(Stored data entries)
Content starts
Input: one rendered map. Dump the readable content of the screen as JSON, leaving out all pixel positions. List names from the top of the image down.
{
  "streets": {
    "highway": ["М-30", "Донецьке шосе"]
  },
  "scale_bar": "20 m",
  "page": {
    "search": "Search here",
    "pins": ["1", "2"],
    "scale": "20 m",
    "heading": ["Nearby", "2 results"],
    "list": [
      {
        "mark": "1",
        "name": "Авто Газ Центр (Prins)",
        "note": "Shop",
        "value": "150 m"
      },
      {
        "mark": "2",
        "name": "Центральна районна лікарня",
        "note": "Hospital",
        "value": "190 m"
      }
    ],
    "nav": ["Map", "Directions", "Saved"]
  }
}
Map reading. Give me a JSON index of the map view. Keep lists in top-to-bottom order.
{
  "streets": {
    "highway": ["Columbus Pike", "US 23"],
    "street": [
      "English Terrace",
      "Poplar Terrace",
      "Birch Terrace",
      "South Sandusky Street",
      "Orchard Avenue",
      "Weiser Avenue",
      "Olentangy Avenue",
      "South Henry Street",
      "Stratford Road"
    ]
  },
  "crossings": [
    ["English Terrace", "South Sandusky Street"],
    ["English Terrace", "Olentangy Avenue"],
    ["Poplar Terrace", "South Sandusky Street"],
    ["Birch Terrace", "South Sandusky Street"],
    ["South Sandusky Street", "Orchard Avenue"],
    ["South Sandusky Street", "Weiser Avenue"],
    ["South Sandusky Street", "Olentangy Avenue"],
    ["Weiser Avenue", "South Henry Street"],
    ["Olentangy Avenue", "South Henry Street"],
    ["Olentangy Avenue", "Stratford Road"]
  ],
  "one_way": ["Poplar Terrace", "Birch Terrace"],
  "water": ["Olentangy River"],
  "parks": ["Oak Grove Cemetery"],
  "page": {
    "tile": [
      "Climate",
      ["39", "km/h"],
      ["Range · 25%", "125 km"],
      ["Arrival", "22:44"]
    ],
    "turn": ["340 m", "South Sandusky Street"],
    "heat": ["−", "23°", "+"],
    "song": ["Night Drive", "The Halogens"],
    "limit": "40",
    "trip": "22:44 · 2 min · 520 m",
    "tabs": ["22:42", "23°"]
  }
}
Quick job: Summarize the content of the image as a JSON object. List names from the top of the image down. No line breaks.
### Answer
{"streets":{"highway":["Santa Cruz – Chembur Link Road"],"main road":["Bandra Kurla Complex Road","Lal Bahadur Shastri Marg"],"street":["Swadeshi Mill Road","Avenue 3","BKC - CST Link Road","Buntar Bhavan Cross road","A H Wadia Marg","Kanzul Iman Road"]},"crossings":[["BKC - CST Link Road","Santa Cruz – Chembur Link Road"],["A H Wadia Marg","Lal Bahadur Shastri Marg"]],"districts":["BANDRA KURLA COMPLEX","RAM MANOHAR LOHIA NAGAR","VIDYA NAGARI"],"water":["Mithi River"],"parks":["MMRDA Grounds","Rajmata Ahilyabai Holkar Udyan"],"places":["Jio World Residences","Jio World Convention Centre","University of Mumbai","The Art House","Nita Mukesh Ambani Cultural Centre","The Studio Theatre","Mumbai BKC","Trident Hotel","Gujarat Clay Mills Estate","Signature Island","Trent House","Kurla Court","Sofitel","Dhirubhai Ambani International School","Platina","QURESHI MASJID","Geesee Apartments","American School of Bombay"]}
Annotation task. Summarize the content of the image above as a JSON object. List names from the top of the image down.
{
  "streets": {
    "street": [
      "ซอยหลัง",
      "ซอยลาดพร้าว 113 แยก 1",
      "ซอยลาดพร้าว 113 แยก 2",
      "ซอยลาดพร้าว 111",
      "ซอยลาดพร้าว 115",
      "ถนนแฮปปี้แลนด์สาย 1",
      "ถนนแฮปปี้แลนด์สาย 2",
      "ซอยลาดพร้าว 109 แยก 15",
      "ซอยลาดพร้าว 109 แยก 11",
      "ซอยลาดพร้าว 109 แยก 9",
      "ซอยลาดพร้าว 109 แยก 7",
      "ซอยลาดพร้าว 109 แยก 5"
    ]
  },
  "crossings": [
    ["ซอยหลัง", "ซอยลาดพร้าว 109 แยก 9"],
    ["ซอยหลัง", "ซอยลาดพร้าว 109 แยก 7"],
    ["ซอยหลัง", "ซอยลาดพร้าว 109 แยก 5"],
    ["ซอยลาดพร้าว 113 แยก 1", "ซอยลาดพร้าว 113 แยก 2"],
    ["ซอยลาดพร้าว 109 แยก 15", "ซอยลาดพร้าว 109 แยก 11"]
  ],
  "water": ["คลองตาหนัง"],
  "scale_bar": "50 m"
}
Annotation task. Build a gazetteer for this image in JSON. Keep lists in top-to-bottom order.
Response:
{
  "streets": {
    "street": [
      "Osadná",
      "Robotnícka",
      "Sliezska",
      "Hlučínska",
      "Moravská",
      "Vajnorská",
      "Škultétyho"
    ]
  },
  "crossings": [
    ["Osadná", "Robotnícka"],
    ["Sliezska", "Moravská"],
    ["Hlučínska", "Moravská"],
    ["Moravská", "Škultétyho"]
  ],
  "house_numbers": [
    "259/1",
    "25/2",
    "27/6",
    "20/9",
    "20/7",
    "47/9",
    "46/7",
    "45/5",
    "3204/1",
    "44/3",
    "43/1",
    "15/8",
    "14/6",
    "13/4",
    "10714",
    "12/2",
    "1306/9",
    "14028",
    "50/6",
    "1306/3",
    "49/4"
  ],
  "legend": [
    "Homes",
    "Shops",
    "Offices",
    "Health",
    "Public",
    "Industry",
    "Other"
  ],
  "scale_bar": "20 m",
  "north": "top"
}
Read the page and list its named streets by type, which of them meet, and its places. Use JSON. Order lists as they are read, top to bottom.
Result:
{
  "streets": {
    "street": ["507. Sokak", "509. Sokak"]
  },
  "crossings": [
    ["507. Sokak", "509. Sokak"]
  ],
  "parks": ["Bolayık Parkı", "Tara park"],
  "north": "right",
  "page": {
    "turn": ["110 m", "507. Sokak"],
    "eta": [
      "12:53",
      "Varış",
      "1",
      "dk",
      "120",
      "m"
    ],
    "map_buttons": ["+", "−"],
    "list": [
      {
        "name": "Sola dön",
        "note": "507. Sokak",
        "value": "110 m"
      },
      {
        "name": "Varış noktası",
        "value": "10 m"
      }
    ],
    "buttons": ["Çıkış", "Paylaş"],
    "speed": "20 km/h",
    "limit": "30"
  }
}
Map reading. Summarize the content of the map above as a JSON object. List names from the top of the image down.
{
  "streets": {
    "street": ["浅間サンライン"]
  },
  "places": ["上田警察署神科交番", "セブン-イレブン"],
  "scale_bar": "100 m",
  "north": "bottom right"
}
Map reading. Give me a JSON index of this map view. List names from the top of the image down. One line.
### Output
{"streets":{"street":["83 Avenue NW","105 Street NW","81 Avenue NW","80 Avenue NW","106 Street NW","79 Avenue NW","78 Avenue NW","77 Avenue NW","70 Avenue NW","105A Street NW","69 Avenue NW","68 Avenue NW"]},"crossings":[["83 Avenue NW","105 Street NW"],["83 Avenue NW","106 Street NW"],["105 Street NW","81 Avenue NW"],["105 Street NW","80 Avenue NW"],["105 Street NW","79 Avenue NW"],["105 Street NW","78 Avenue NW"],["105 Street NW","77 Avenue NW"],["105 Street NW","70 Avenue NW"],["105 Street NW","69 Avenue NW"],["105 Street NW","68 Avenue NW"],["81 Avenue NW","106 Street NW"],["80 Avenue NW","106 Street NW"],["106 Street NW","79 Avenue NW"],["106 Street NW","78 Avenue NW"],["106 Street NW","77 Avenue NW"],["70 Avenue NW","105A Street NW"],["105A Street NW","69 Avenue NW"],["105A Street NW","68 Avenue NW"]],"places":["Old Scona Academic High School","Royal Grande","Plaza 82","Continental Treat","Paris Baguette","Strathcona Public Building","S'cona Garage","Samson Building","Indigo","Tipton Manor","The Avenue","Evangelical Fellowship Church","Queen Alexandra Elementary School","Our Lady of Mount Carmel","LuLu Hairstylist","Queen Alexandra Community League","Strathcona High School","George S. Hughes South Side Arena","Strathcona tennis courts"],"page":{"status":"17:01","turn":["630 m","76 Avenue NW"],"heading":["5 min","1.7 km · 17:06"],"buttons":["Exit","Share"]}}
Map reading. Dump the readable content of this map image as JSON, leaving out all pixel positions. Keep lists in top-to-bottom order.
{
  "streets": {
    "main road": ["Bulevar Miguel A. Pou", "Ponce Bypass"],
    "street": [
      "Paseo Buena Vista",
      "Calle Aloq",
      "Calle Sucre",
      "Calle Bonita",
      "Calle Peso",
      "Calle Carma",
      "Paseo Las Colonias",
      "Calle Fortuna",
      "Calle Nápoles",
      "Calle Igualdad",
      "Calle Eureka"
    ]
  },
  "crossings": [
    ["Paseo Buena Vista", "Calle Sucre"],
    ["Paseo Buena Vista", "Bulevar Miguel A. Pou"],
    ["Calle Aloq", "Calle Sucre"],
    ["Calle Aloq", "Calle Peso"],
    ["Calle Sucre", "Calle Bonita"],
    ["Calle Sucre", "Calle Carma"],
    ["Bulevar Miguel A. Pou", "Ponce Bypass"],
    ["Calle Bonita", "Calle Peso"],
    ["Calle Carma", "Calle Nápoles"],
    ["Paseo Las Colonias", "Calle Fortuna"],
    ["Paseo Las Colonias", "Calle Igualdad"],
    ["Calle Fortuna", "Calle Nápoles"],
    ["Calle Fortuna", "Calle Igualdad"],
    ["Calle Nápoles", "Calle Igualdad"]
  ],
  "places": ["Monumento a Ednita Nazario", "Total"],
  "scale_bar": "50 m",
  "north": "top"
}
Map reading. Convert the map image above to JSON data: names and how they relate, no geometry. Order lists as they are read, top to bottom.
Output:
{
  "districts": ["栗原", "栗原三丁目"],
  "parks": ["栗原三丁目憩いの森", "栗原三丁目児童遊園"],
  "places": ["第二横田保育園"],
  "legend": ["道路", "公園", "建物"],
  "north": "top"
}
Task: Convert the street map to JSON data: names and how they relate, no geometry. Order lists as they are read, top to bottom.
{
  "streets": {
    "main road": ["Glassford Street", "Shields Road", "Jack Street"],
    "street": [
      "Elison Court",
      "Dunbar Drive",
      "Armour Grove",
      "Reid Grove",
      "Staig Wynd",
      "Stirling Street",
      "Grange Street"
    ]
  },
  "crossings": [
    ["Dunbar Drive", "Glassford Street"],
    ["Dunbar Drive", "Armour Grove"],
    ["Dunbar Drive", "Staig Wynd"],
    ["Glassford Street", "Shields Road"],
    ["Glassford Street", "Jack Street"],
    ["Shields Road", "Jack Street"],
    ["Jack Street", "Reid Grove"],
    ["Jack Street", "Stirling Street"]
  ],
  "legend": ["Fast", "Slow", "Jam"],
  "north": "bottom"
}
Content ends
WORK INSTRUCTIONS
Return only the count of lines in the records that hold the word "Moravská".

RESULT
4